Éva a lu pour vous ..
Chroniques littéraires
Les faisceaux de la peur
Maud Tabachnik
City Editions
16 février 2022
400 pages
Thriller & Historique
Chronique
4 mars 2022
Extrait : « On ne peut pas laisser vivre de tels monstres. Le mal et le bien sont des notions abstraites, difficiles à combattre. Parce que le mal pour l'un est le bien pour l'autre. Et que c'est seulement dans le vide de la pensée que
s'inscrit le mal. L'être humain ne doit jamais cesser de penser, c'est son seul rempart contre la barbarie. Et j'espère que dans ce monde, beaucoup en ont conscience. Action et parole sont les deux vecteurs de la liberté. S'il cesse de penser, chaque être humain peut agir en barbare. » Réponse faite à l'héroïne par Hannah Arendt
Un roman historique très différent des opus précédents de l'autrice, généralement des polars et thrillers, certainement né de la nécessité de s'exprimer et d'avertir du danger tous ceux qui le liront en cette période anxiogène où tout semble recommencer comme en 1938-39 ; ce récit est une course contre la montre pour sauver sa peau et celle des siens. Lorsque l'on naît juive en cette première moitié du XXe siècle, cela signifie nécessairement que l'on va se retrouver face au mal absolu, confrontée à la violence, à la barbarie, au racisme les plus dégénérés et insupportables.
Judith est une jeune italienne heureuse à Florence avec sa famille, intégrées dans leur quartier, entourées de leurs amis. Une mère commerçante, le père artisan ébéniste, Judith se voit avocate ou écrivaine... Quelques chamailleries avec son jeune frère, rien de grave, et puis un coup de cœur pour une camarade de lycée. Judith aime les filles, peut être le seul élément de sa vie qu'elle n'ose aborder avec ses parents.
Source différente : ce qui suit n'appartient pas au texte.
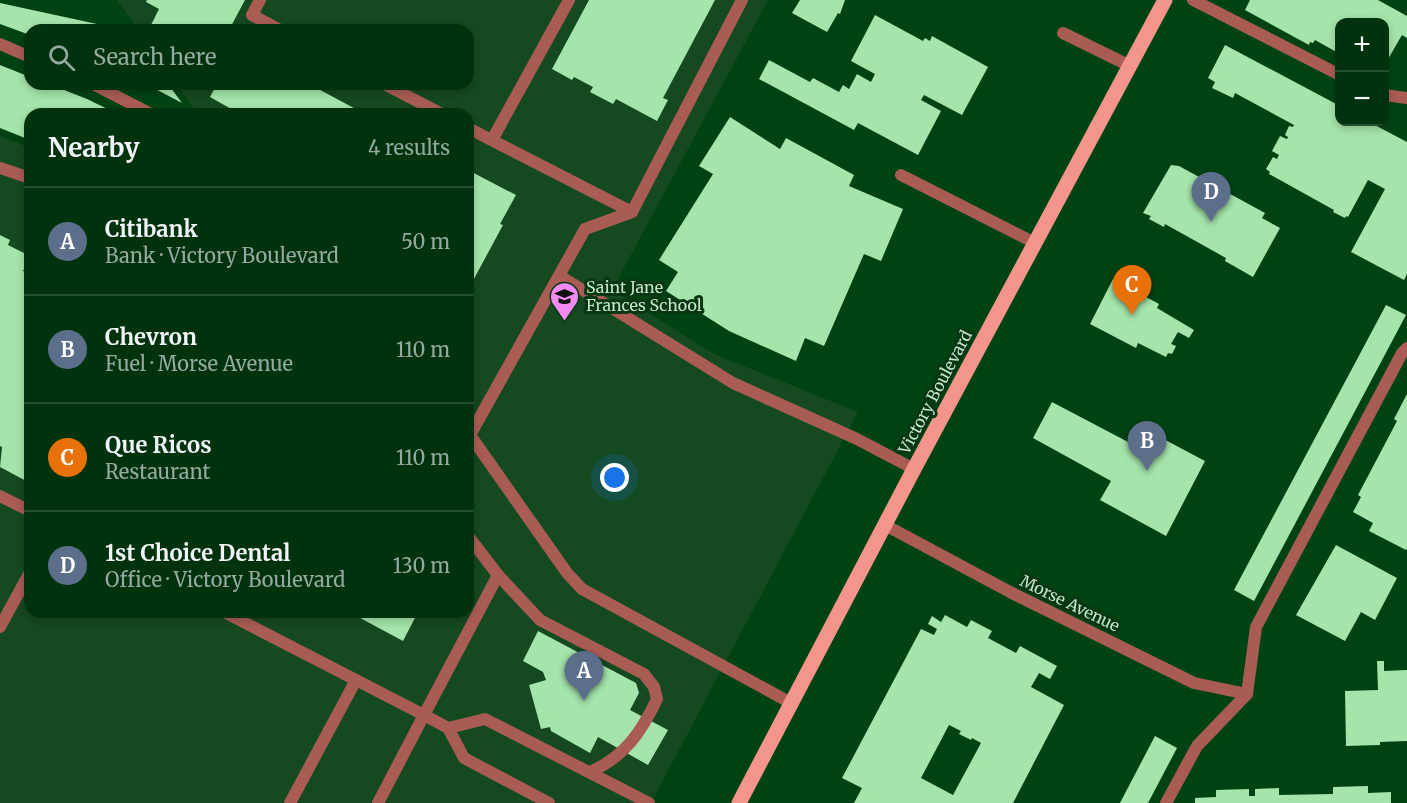 <!DOCTYPE html>
<html lang="en">
<head>
<meta charset="utf-8">
<style>
	body { margin:0; font-family:Merriweather,serif; background:#0e3e1c; color:#f1f3f6 }
	.controls { position:absolute; right:18px; top:18px; display:grid; overflow:hidden; border-radius:12px; box-shadow:0 3px 9px #0003 }
	.controls button { width:54px; height:54px; display:grid; place-items:center; padding:0; border:0; border-bottom:2px solid #224d2e; background:#00320e; color:#f1f3f6; font:30px sans-serif }
	.you { position:absolute; left:615px; top:478px; width:21px; height:21px; margin:-15px; border:4px solid #fff; border-radius:50%; background:#1a73e8; box-shadow:0 0 0 9px #1a73e833 }
	.badge { display:grid; place-items:center; width:39px; height:39px; border-radius:50%; background:#8bbbb9; color:#fff; font-size:20px; font-weight:700 }
	.pin { position:absolute; translate:-50% -50px; filter:drop-shadow(0 2px 3px #0008) }
	.pin::after { content:''; position:absolute; top:32px; width:21px; height:18px; background:inherit; clip-path:polygon(0 0,100% 0,50% 100%) }
	.list { margin:0; padding:0; list-style:none }
	h2 { display:flex; justify-content:space-between; align-items:center; height:78px; margin:0; padding:0 24px; font-size:26px }
	h2 small { font-size:20px; font-weight:400; color:#95aa9e }
	.list li { display:grid; grid-template-columns:39px 1fr auto; gap:18px; align-items:center; box-sizing:border-box; height:108px; padding:0 24px; border-top:2px solid #224d2e }
	.list b { display:block; font-size:22px; white-space:nowrap }
	.list p { margin:0; font-size:20px; white-space:nowrap; color:#95aa9e }
	.list em { font-size:20px; font-style:normal; color:#95aa9e }
	.icon { flex:none; width:33px; height:33px; fill:none; stroke:currentColor; stroke-width:2; stroke-linecap:round; stroke-linejoin:round }
	.map { position:relative; flex:none; width:1407px; height:803px; overflow:hidden }
	.search { position:absolute; background:#00320e; box-shadow:0 3px 9px #0003; left:24px; top:24px; width:450px; height:66px; display:flex; align-items:center; gap:15px; box-sizing:border-box; padding:0 21px; border-radius:18px; color:#95aa9e; font-size:22px }
	.panel { position:absolute; background:#00320e; box-shadow:0 3px 9px #0003; left:24px; top:108px; width:450px; height:510px; border-radius:18px }
	.map>svg:first-child { display:block }
</style>
</head>
<body>
<div class="map">
<svg width="1407" height="803" viewBox="0 0 1407 803">
	<rect width="100%" height="100%" fill="#004313"/>
	<!-- built -->
	<path fill="#15491f" d="M117 0H768L612 290 714 354 858 412 651 803H0V136L30 148V612H468V114H198L176 84H468V30H138Z"/>
	<!-- building -->
	<g fill="#a5e4ab" fill-rule="evenodd">
		<path d="M147 0H245L229 30H152L149 29 159 9 146 2Z"/>
		<path d="M589 0H715L663 98 668 100 657 121 616 99 613 104 590 92 593 87 574 77 572 80 552 69Z"/>
		<path d="M800 0H845L840 14 838 13 827 32 792 13Z"/>
		<path d="M1250 0H1378L1407 16V38L1402 35 1384 66V22H1340V54L1315 40 1313 43 1310 42 1309 45 1245 10Z"/>
		<path d="M0 3 120 29V30H30V35L0 24Z"/>
		<path d="M875 15 923 41 925 38 930 41 932 36 988 67 962 115 924 95 921 100 941 111 918 155 858 123 854 130 759 79 769 60 810 82 813 78 839 92 843 85 849 89 857 74 871 82 875 74 851 61Z"/>
		<path d="M1225 45 1340 106V122H1369L1407 142V274L1404 280 1351 252 1385 189 1368 180 1348 217 1346 216 1345 218 1333 212 1334 210 1269 174 1270 172 1266 169 1273 157 1277 159 1279 155 1272 151 1280 136 1287 139 1288 137 1285 135 1289 126 1293 127 1294 125 1235 93 1233 98 1212 88 1215 82 1208 78Z"/>
		<path d="M0 65 30 77V84H49L87 99 118 114H30V140L0 128Z"/>
		<path d="M146 84H168L182 103Z"/>
		<path d="M217 84H309L365 114H240L210 97Z"/>
		<path d="M730 117 780 149 786 138 854 175 849 186 903 209 881 261 864 254 824 346 805 338 796 361 729 331 666 291 678 272 659 260 713 174 699 166Z"/>
		<path d="M1171 165 1179 166 1265 213 1262 218 1280 228 1253 277 1225 261 1226 258 1165 224 1164 227 1149 219 1151 216 1143 213Z"/>
		<path d="M468 170 516 195 500 224 503 225 468 290Z"/>
		<path d="M0 235 10 240 8 245 30 256 23 271 30 274V483L0 467 2 447 0 446Z"/>
		<path d="M1113 279 1159 304 1157 308 1194 330 1189 338 1178 332 1171 344 1176 346 1172 354 1168 353 1166 357 1138 343 1136 348 1090 324Z"/>
		<path d="M1386 305 1406 315 1254 601 1234 590Z"/>
		<path d="M1407 394V548L1406 550 1369 531 1373 523 1353 512 1361 497 1358 495 1397 421 1394 419Z"/>
		<path d="M1052 402 1130 443 1139 426 1205 461 1166 536 1100 500 1111 481 1033 438Z"/>
		<path d="M1336 545 1397 578 1375 620 1361 612 1345 641 1296 615Z"/>
		<path d="M349 612H418L403 641Z"/>
		<path d="M945 615 967 627 971 620 992 631 988 638 1016 653 1020 646 1057 666 1050 679 1039 673 1031 687 1064 705 1013 803H854L862 788 842 778 921 629 934 635 937 629 928 624 932 616 941 622ZM949 725 961 731 959 734 971 740 972 738 981 743 953 795 921 778Z"/>
		<path d="M538 631 636 683 639 693 630 710 668 730 648 765 598 737 590 753 551 731 550 727 541 729 529 685 546 680 543 672 523 661Z"/>
		<path d="M1377 661H1384V671L1407 670V741L1380 742V745L1346 746 1345 691 1378 690Z"/>
		<path d="M1155 736 1177 748 1148 803H1120Z"/>
		<path d="M1368 786V793L1391 792V803H1195V798L1216 797V790L1249 789V796H1255V789L1279 788V795L1333 794V787Z"/>
	</g>
	<g fill="none" stroke-linecap="round" stroke-linejoin="round">
		<!-- lane -->
		<g stroke="#a95c54" stroke-width="12">
			<path d="M260 0 252 15 280 30"/>
			<path d="M742 0 632 212 585 229 470 435 567 573 582 589 791 703"/>
			<path d="M1193 0 1340 75"/>
			<path d="M1063 33 1130 66"/>
			<path d="M0 44 30 57"/>
			<path d="M93 84 151 114"/>
			<path d="M384 84 442 114"/>
			<path d="M1384 95 1407 98"/>
			<path d="M468 128 632 212"/>
			<path d="M492 140 569 0"/>
			<path d="M0 168 30 178"/>
			<path d="M901 175 1035 243"/>
			<path d="M560 276 733 383 857 439 914 469"/>
			<path d="M0 496 30 511"/>
			<path d="M468 536 498 575 424 715 448 728 464 758 549 803"/>
			<path d="M498 575 540 620 644 674 654 687 657 699C641 733 624 757 590 772"/>
			<path d="M224 612 424 715 378 803"/>
			<path d="M0 627 30 572"/>
			<path d="M448 728 485 719 649 803"/>
			<path d="M290 803 356 680"/>
			<path d="M1166 803 1197 746 1247 694 1256 627 1402 353 1407 348"/>
		</g>
		<!-- street -->
		<path stroke="#a95c54" stroke-width="12" d="M885 525 1010 592 1194 683 1247 694"/>
		<!-- primary -->
		<path stroke="#f3958a" stroke-width="15" d="M739 803 914 469 1165 0"/>
	</g>
	<!-- icons -->
	<defs>
		<symbol id="school-pin" viewBox="-11 -11 22 30"><path d="M0 17L-7.5 6A9.5 9.5 0 1 1 7.5 6Z" fill="#f28af2" stroke="#063712"/><path d="M0-5L7-2L0 1L-7-2ZM-4 1L0 2.5L4 1V4Q0 6-4 4Z" fill="#111"/></symbol>
	</defs>
	<g fill-rule="evenodd">
		<use href="#school-pin" x="548" y="280" width="33" height="45"/>
	</g>
	<g text-anchor="middle" stroke-width="6" stroke-linejoin="round" paint-order="stroke">
		<!-- poi labels -->
		<g font-size="16" fill="#c5e4c8" stroke="#063712" text-anchor="start">
			<text x="586" y="293">Saint Jane<tspan x="586" dy="18">Frances School</tspan></text>
		</g>
		<!-- street labels -->
		<g font-size="16" fill="#c5e4c8" stroke="#063712">
			<text transform="translate(935 392) rotate(-62)" y="6">Victory Boulevard</text>
			<text transform="translate(1070 603) rotate(26)" y="6">Morse Avenue</text>
		</g>
	</g>
</svg>
<div class="controls">
<button>+</button>
<button>−</button>
</div>
<div class="you"></div>
<div class="pin badge" style="left:584px;top:701px;background:#5c6f8a">A</div>
<div class="pin badge" style="left:1147px;top:471px;background:#5c6f8a">B</div>
<div class="pin badge" style="left:1132px;top:315px;background:#e8710a">C</div>
<div class="pin badge" style="left:1211px;top:222px;background:#5c6f8a">D</div>
<div class="search"><svg class="icon" aria-label="search" viewBox="0 0 24 24"><circle cx="10" cy="10" r="6"/><path d="M15 15l6 6"/></svg>Search here</div>
<section class="panel">
<h2>Nearby<small>4 results</small></h2>
<ul class="list">
<li><span class="badge" style="background:#5c6f8a">A</span><div><b>Citibank</b><p>Bank · Victory Boulevard</p></div><em>50 m</em></li>
<li><span class="badge" style="background:#5c6f8a">B</span><div><b>Chevron</b><p>Fuel · Morse Avenue</p></div><em>110 m</em></li>
<li><span class="badge" style="background:#e8710a">C</span><div><b>Que Ricos</b><p>Restaurant</p></div><em>110 m</em></li>
<li><span class="badge" style="background:#5c6f8a">D</span><div><b>1st Choice Dental</b><p>Office · Victory Boulevard</p></div><em>130 m</em></li>
</ul>
</section>
</div>
</body>
</html>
Mais déjà résonne le fracas des bottes, en préfigurant bien d'autres, plus inquiétants encore. Mussolini prend le pouvoir, les vérifications d'identité par les miliciens se multiplient, le statut de juifs des Livi devient soudain source de discrimination, de peur. La menace s'intensifie, les regards changent, les interdictions de travailler, d'étudier, en un mot de vivre librement, sont légion ; plus d'avenir pour ces patriotes qui sont, du jour au lendemain, devenus des ennemis à abattre, des étrangers dans leur propre pays. La religion n'est pas au centre de leur quotidien, quelques événements marquants dans l'année sont fêtés plus par respect des traditions qu'autre chose. Leur appartenance au peuple juif ne joue aucun rôle dans leurs comportements. La peur leur tord maintenant le ventre, elle devient panique. Le dilemne du départ est insoutenable. La famille ne sait quelle décision prendre. Les informations données sont contradictoires. Cependant, dans la continuité de la Nuit de cristal en Allemagne, les Livi deviennent des cibles de certains extrémistes. L'étau se resserre bien que la majorité des voisins soient révoltés par ces manifestations de haine contre ces florentins sans histoire et appréciés de tous.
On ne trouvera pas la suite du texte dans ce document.